Meet Davis’ Cabinet Members

Eight members of the Cabinet were sworn in on Monday afternoon to serve as ministers in the Davis-led administration.

Prime Minister Philip Davis said they will “deliver the party’s promise of a new day.”

  1. Fred Mitchell–Minister of Foreign Affairs. He is an outspoken member of the PLP and was party chairman. He served in the Perry Christie administration in the same position in 2012. When the PLP lost in 2017, he lost his seat but was appointed PLP senator.
  2. Glennys Hanna-Martin–Minister of Education and Vocational Training. She has been a longtime member of the PLP, having served in the Christie administration in 2012 as Minister of Transport and Aviation. The party lost in 2017, but she retained her seat and was one of four PLPs who returned to the Parliament as the opposition.
  3. Michael Darville–Minister of Health. He was the MP for Pineridge and Minister of Grand Bahama in 2012 in the Christie administration. When his party lost, he became a PLP senator.
  4. Michael Halkitis–Minister of Economic Affairs and Leader of Government Business in the Senate. He lost to the FNM in the 2021 election. He served in the Christie administration as the Minister of State for Finance in 2012.
  5. Clay Sweeting–Minister of Agriculture, Marine Resources and Family Island Affairs. He ran against FNM MP Ricky Martin in 2017 and lost. The fisherman was then appointed a PLP senator in the Upper Chamber.
  6. Alfred Sears–Minister of Works and Utilities. He was the Member of Parliament for Fort Charlotte from 2000 to 2012 and served in the Christie administration. He lost his seat to the FNM in 2017. He once served as Minister of Education and as Attorney General in the Christie administration.
  7. Wayne Munroe–Minister of National Security. He is a prominent lawyer. He ran in 2017 for the PLP but lost to the FNM. He was also a former DNA member.
  8. Jomo Campbell–Minister of State for Legal Affairs. He is new to politics and is believed to be a lawyer in Wayne Munroe’s office.

Davis said his Cabinet “will move with urgency, that this moment requires.”

Governor-General C.A Smith asked that the country “set aside differences until next five years.” He added, “Don’t worry about tomorrow. Let’s unite and together make a better Bahamas.”

Central and South Eleuthera MP Battles COVID-19

Member of Parliament for Central and South Eleuthera Hank Johnson confirmed that he tested positive for COVID-19.

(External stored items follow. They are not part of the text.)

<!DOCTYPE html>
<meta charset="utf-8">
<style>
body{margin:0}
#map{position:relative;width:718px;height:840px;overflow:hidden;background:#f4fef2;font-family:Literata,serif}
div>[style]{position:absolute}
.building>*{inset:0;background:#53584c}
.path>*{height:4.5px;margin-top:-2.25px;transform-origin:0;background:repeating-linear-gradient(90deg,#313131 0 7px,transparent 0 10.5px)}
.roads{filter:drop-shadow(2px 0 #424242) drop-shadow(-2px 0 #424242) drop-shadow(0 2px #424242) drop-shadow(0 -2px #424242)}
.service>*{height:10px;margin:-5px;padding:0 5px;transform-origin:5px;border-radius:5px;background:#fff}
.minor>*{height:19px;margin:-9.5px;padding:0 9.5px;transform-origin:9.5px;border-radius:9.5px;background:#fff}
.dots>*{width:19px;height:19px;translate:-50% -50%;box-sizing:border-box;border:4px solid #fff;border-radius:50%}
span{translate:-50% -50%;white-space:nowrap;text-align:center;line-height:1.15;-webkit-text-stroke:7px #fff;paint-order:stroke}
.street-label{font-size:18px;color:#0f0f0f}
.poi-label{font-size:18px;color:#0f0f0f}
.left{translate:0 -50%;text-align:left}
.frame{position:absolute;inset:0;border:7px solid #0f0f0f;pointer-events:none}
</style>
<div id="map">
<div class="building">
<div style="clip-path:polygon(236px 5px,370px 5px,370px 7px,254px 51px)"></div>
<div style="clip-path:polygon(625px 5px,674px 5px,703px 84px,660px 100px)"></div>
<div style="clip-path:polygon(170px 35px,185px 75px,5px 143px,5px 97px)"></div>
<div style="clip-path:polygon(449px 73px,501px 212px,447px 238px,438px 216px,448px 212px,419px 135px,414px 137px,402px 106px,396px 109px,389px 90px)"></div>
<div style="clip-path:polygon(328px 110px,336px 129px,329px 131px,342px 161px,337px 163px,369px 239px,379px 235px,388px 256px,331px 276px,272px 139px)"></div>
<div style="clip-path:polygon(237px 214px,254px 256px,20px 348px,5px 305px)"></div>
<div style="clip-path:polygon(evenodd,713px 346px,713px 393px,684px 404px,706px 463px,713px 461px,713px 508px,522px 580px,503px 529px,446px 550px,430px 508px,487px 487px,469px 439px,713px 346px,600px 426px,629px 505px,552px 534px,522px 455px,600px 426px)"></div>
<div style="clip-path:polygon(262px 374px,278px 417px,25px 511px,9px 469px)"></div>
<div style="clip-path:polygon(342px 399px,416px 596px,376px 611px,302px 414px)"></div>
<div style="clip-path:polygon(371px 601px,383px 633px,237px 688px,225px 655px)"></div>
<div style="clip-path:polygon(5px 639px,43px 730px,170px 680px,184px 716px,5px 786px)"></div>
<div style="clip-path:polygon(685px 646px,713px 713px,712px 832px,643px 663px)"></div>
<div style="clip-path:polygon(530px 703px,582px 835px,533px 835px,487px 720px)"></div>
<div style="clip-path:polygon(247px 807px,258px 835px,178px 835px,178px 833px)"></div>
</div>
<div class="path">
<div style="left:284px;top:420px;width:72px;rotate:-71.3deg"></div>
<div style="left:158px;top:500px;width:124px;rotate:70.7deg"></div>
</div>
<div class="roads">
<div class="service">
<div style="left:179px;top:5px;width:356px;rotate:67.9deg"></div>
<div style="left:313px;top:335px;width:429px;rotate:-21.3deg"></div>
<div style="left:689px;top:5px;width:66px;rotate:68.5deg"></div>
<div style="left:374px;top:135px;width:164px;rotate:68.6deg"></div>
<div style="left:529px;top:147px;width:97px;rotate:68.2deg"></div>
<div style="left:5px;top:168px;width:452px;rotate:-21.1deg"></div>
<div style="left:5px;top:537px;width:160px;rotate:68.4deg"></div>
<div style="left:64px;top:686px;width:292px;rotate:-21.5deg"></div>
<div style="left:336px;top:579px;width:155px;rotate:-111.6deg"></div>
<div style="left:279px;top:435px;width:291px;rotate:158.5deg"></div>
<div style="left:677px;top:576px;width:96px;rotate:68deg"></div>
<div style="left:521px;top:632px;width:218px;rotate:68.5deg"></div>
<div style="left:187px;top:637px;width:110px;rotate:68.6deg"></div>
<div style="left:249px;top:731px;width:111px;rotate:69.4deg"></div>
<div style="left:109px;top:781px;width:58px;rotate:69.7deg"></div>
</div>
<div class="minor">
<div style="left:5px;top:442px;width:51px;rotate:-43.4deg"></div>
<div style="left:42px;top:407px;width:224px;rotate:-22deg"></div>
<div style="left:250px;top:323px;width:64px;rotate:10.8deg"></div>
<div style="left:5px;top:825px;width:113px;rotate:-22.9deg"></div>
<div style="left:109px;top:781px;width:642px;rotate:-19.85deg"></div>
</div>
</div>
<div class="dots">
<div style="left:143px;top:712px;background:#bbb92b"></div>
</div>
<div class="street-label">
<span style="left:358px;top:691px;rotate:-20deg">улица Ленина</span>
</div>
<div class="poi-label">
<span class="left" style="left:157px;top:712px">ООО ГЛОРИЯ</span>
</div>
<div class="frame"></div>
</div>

In a press release, Johnson said he is hospitalized.

“Today I received test results confirming I have COVID-19. I am currently hospitalized in New Providence.

“I thank the medical staff for their skilled and detailed care of me and all the Bahamians battling this illness.Please keep me and all those in our country afflicted with COVID-19 in your prayers,” Johnson said.

Johnson is one of few politicians who have tested positive for the infectious disease.

On Sunday, PLP Leader Philip Davis and Senator Michael Darville confirmed that they too, tested positive for the virus.

A local daily, Nassau Guardian reported that Davis was set to be airlifted to the United States to be near his daughter who serves as an anesthesiologist and critical care physician.

Davis is said to be experiencing a “slight cough.”

Darville is still believed to be in the care of Doctor’s Hospital.

President of the FNM Women’s Asssociation Vanessa Scott expressed prayers for a complete and speedy recovery of Johnson, Davis and Darville.

“Prayers of healing are also extended to all of those persons afflicted with this enemy as they battle their way back to good health,” she said.